_WORK TASK_
Scanning the listing below, tally every line where the string "none" shows up, then state the count alone.

_EXERCISE DATA_
== Segment start ==

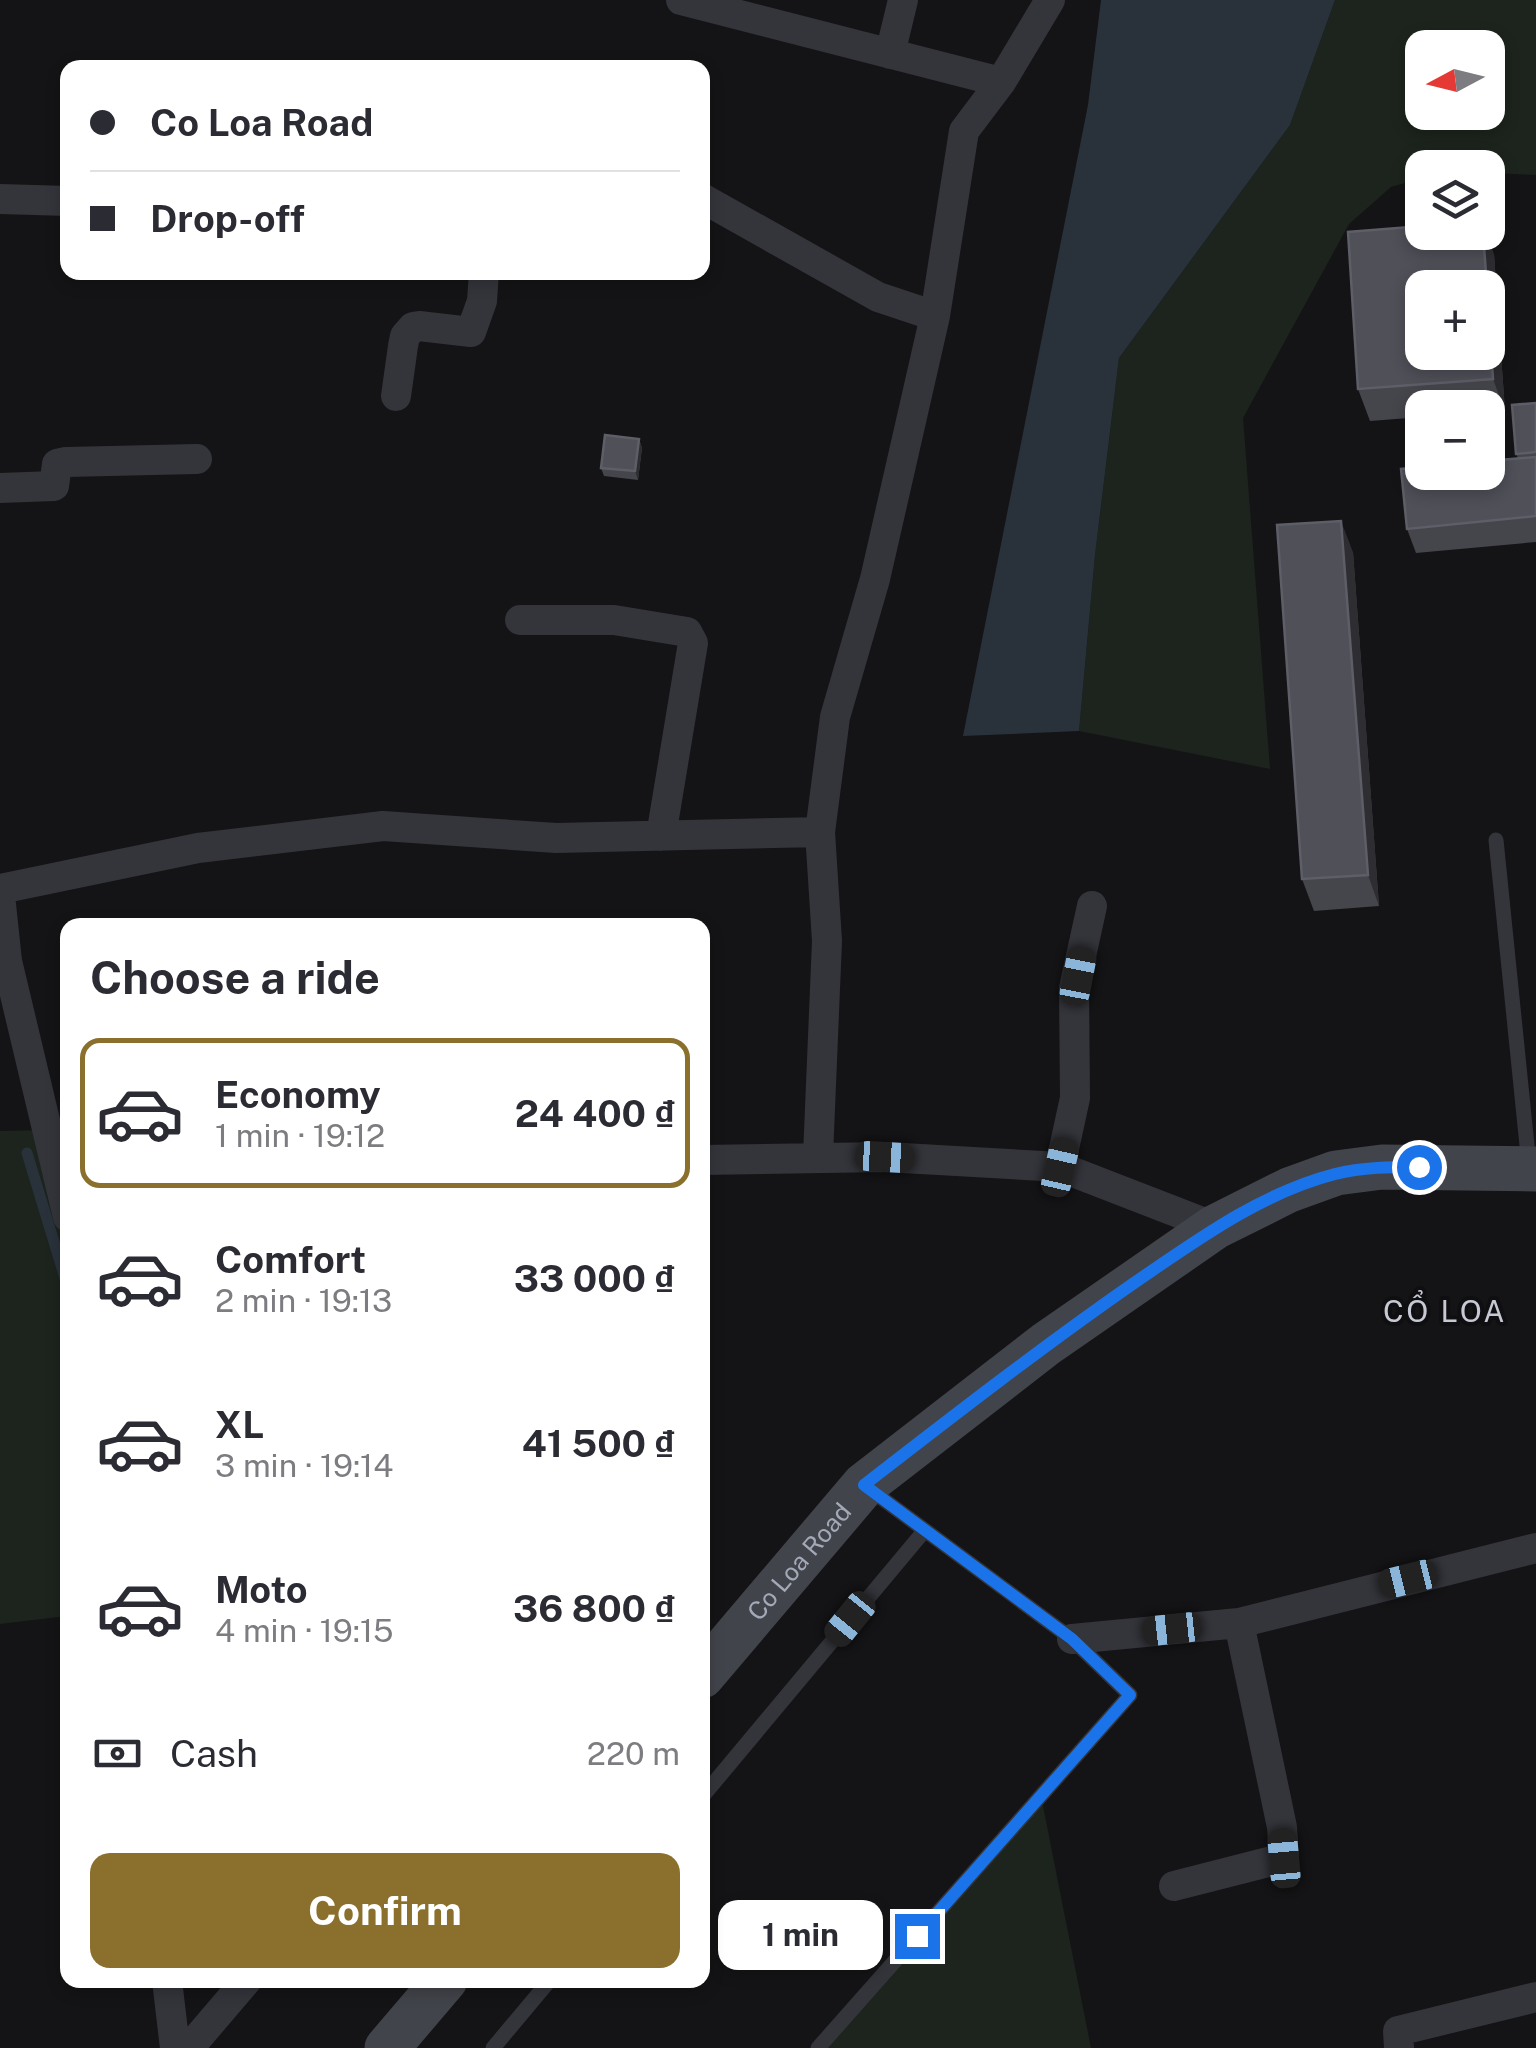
<!DOCTYPE html>
<html lang="en">
<head>
<meta charset="utf-8">
<style>
	:root { --surface:#fff; --page:#f7f7f7; --text:#2b2b33; --muted:#7c7c81; --line:#e1e1e2; --accent:#8a702c }
	body { margin:0; font-family:"Public Sans",sans-serif; background:var(--page); color:var(--text); height:100vh; display:flex; flex-direction:column; font-size:38px; white-space:nowrap }
	* { box-sizing:border-box; margin:0 }
	p { font-size:32px; color:var(--muted) }
	.icon { flex:none; width:55px; height:55px; fill:none; stroke:currentColor; stroke-width:2; stroke-linecap:round; stroke-linejoin:round }
	.map { position:relative; flex:1; overflow:hidden }
	.details { position:absolute; left:60px; top:918px; width:650px; height:1070px; display:flex; flex-direction:column; background:var(--surface); border-radius:20px; box-shadow:0 5px 15px #0003 }
	.details>* { flex:none }
	.banner { position:absolute; left:60px; top:60px; width:650px; height:220px; border-radius:20px; box-shadow:0 5px 15px #0003; display:grid; align-content:center; height:220px; padding:0 30px; background:var(--surface) }
	.needle { width:65px; rotate:263deg }
	.tools { position:absolute; left:1405px; top:30px; display:grid; gap:20px }
	.tools a { display:grid; place-items:center; width:100px; height:100px; border-radius:20px; background:var(--surface); box-shadow:0 5px 15px #0003; font-size:50px }
	.end { position:absolute; width:45px; height:45px; margin:-22px; border:12px solid #1a73e8; background:#fff; box-shadow:0 0 0 5px #fff }
	.from { border-radius:50% }
	.bubble { position:absolute; height:70px; border-radius:20px; background:var(--surface); box-shadow:0 5px 15px #0003; font-size:32px; font-weight:700; line-height:70px; text-align:center }
	.car { position:absolute; width:30px; height:60px; margin:-30px -15px; border-radius:12px; box-shadow:0 0 8px 2px #0007; background:linear-gradient(#222 24%,#8ab4d8 0 40%,#222 0 76%,#8ab4d8 0 86%,#222 0) }
	.banner b { display:flex; align-items:center; gap:35px; height:95px; font-size:38px }
	.banner b+b { border-top:2px solid var(--line) }
	.banner i { width:25px; height:25px; background:var(--text) }
	ul { padding:0; list-style:none }
	li { display:flex; align-items:center; gap:30px; height:150px; margin:0 20px 15px; padding:0 10px; border:5px solid transparent; border-radius:20px }
	li div { flex:1 }
	li b { display:block; font-size:38px }
	li em { font-style:normal; font-weight:700 }
	li.active { border-color:var(--accent) }
	li>.icon { width:90px; height:90px; stroke-width:1.5 }
	h2 { padding:0 30px; font-size:45px; line-height:120px }
	.pay { display:flex; align-items:center; gap:25px; height:110px; padding:0 30px; font-size:38px }
	.pay p { margin-inline-start:auto }
	.cta { display:flex; gap:20px; margin-top:auto; padding:20px 30px }
	.cta a { flex:1; height:115px; border-radius:20px; background:var(--accent); color:#fff; font-size:40px; font-weight:700; line-height:115px; text-align:center }
	.map>svg:first-child { display:block }
</style>
</head>
<body>
<div class="map">
<svg width="1536" height="2048" viewBox="0 0 1536 2048">
	<rect width="100%" height="100%" fill="#141416"/>
	<path fill="#1c241d" fill-rule="evenodd" d="M1335 0H1536V175L1488 173V168H1422V178L1391 187 1349 224 1243 418 1270 769 1079 731 1095 555 1119 358 1290 125ZM1422 48H1488V112H1422Z
		M47 1130 68 1217 67 1616 0 1624V1131Z
		M1041 1796 1091 2048H818Z"/>
	<path fill="#29323b" d="M1101 0H1335L1290 125 1119 358 1095 555 1079 731 963 736 1088 105Z"/>
	<g fill="none" stroke-linecap="round" stroke-linejoin="round">
		<path stroke="#29323b" stroke-width="11" d="M27 1153 68 1288"/>
		<path stroke="#34353b" stroke-width="15" d="M1496 840 1529 1165
			M702 1797 925 1530
			M493 2048 550 1980
			M818 2048 1130 1695 1072 1639 868 1488"/>
		<path stroke="#34353b" stroke-width="30" d="M681 0 1001 82
			M890 54 903 0
			M702 198 878 297 935 316
			M0 199 68 201
			M396 396 403 346 405 336 413 327 419 326 471 332 482 301 484 272
			M0 488 54 486 57 464 66 462 197 459
			M520 620H614L687 632 693 643 661 836
			M0 889 198 848 383 826 556 838 820 832
			M0 895 7 961 68 1217
			M818 1156 827 941 820 832 835 717 875 579 935 316 964 131 1001 82 1050 0
			M702 1160 885 1157 1060 1167 1215 1227
			M1060 1167 1075 1098 1074 988 1092 906
			M1072 1639 1239 1623 1536 1548
			M1174 1886 1284 1858 1282 1827 1239 1623
			M167 1980 175 2048
			M189 2048 247 1980
			M1399 2048 1398 2031 1536 1997"/>
		<g stroke="#42444b" stroke-width="45">
			<path id="s1" d="M702 1676 864 1485 1046 1344 1215 1227 1289 1190 1336 1173 1382 1167 1536 1169"/>
			<path d="M387 2048 445 1980"/>
		</g>
	</g>
	<path fill="#45454c" d="M1494 254 1505 411 1488 412V408H1422V417L1370 421 1358 389Z
		M1536 403V542L1416 553 1407 529 1518 458 1516 454Z
		M639 439 642 448 638 480 604 476 601 468Z
		M1353 552 1379 906 1314 911 1302 879Z"/>
	<path fill="#2d2d32" d="M1483 232H1486L1494 254 1505 411 1493 379Z
		M639 439 642 448 638 480 635 471Z
		M1341 521 1353 552 1379 906 1368 875Z"/>
	<path fill="#4f5058" stroke="#5d5e67" stroke-width="2.5" d="M1422 226V232H1483L1487 288H1422V352H1488V299L1493 379 1358 389 1348 232Z
		M1536 403V452L1516 454 1512 405Z
		M605 435 639 439 635 471 601 468Z
		M1536 457V516L1407 529 1401 469 1422 467V472H1488V461Z
		M1341 521 1368 875 1302 879 1277 525Z"/>
	<g fill="none" stroke-linecap="round" stroke-linejoin="round">
		<path stroke="#1a73e8" stroke-width="12" d="M917 1936 1130 1695 1072 1639 864 1485C953 1416 1042 1347 1134 1283 1197 1240 1261 1193 1335 1174 1363 1167 1391 1167 1419 1167"/>
	</g>
	<g text-anchor="middle" stroke-width="8" stroke-linejoin="round" paint-order="stroke">
		<g font-size="25" fill="#a4a9b8" stroke="#0f0f11">
			<text dy="9" stroke="none"><textPath href="#s1" startOffset="150">Co Loa Road</textPath></text>
		</g>
		<g font-size="30" letter-spacing="2.5" fill="#c6c8d3" stroke="#0f0f11">
			<text x="1445" y="1322">CỔ LOA</text>
		</g>
	</g>
</svg>
<div class="tools">
<a><svg class="needle" viewBox="-14 -14 28 28"><path d="M0-13l5 13h-10z" fill="#e53935"/><path d="M0 13l5-13h-10z" fill="#7c7c81"/></svg></a>
<a><svg class="icon" aria-label="layers" viewBox="0 0 24 24"><path d="M12 4l9 5-9 5-9-5zM3 14l9 5 9-5"/></svg></a>
<a>+</a>
<a>−</a>
</div>
<i class="end from" style="left:1419px;top:1167px"></i>
<i class="end" style="left:917px;top:1936px"></i>
<div class="bubble" style="left:718px;top:1900px;width:165px">1 min</div>
<i class="car" style="left:1078px;top:976px;rotate:11deg"></i>
<i class="car" style="left:885px;top:1157px;rotate:93deg"></i>
<i class="car" style="left:1060px;top:1167px;rotate:13deg"></i>
<i class="car" style="left:1408px;top:1579px;rotate:256deg"></i>
<i class="car" style="left:850px;top:1619px;rotate:219deg"></i>
<i class="car" style="left:1172px;top:1629px;rotate:264deg"></i>
<i class="car" style="left:1284px;top:1858px;rotate:355deg"></i>
<div class="banner">
<b><i class="from"></i>Co Loa Road</b>
<b><i></i>Drop-off</b>
</div>
<section class="details">
<h2>Choose a ride</h2>
<ul>
<li class="active"><svg class="icon" aria-label="car" viewBox="0 0 24 24"><path d="M5 17H2v-5l4-1 3-4h7l3 4 3 1v5h-3M9 17h6M6 11h13"/><circle cx="7" cy="17" r="2"/><circle cx="17" cy="17" r="2"/></svg><div><b>Economy</b><p>1 min · 19:12</p></div><em>24 400 ₫</em></li>
<li><svg class="icon" aria-label="car" viewBox="0 0 24 24"><path d="M5 17H2v-5l4-1 3-4h7l3 4 3 1v5h-3M9 17h6M6 11h13"/><circle cx="7" cy="17" r="2"/><circle cx="17" cy="17" r="2"/></svg><div><b>Comfort</b><p>2 min · 19:13</p></div><em>33 000 ₫</em></li>
<li><svg class="icon" aria-label="car" viewBox="0 0 24 24"><path d="M5 17H2v-5l4-1 3-4h7l3 4 3 1v5h-3M9 17h6M6 11h13"/><circle cx="7" cy="17" r="2"/><circle cx="17" cy="17" r="2"/></svg><div><b>XL</b><p>3 min · 19:14</p></div><em>41 500 ₫</em></li>
<li><svg class="icon" aria-label="car" viewBox="0 0 24 24"><path d="M5 17H2v-5l4-1 3-4h7l3 4 3 1v5h-3M9 17h6M6 11h13"/><circle cx="7" cy="17" r="2"/><circle cx="17" cy="17" r="2"/></svg><div><b>Moto</b><p>4 min · 19:15</p></div><em>36 800 ₫</em></li>
</ul>
<div class="pay"><svg class="icon" aria-label="cash" viewBox="0 0 24 24"><path d="M3 7h18v10H3z"/><circle cx="12" cy="12" r="2"/></svg>Cash<p>220 m</p></div>
<div class="cta"><a>Confirm</a></div>
</section>
</div>
</body>
</html>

== Segment end ==

_RESULT_
6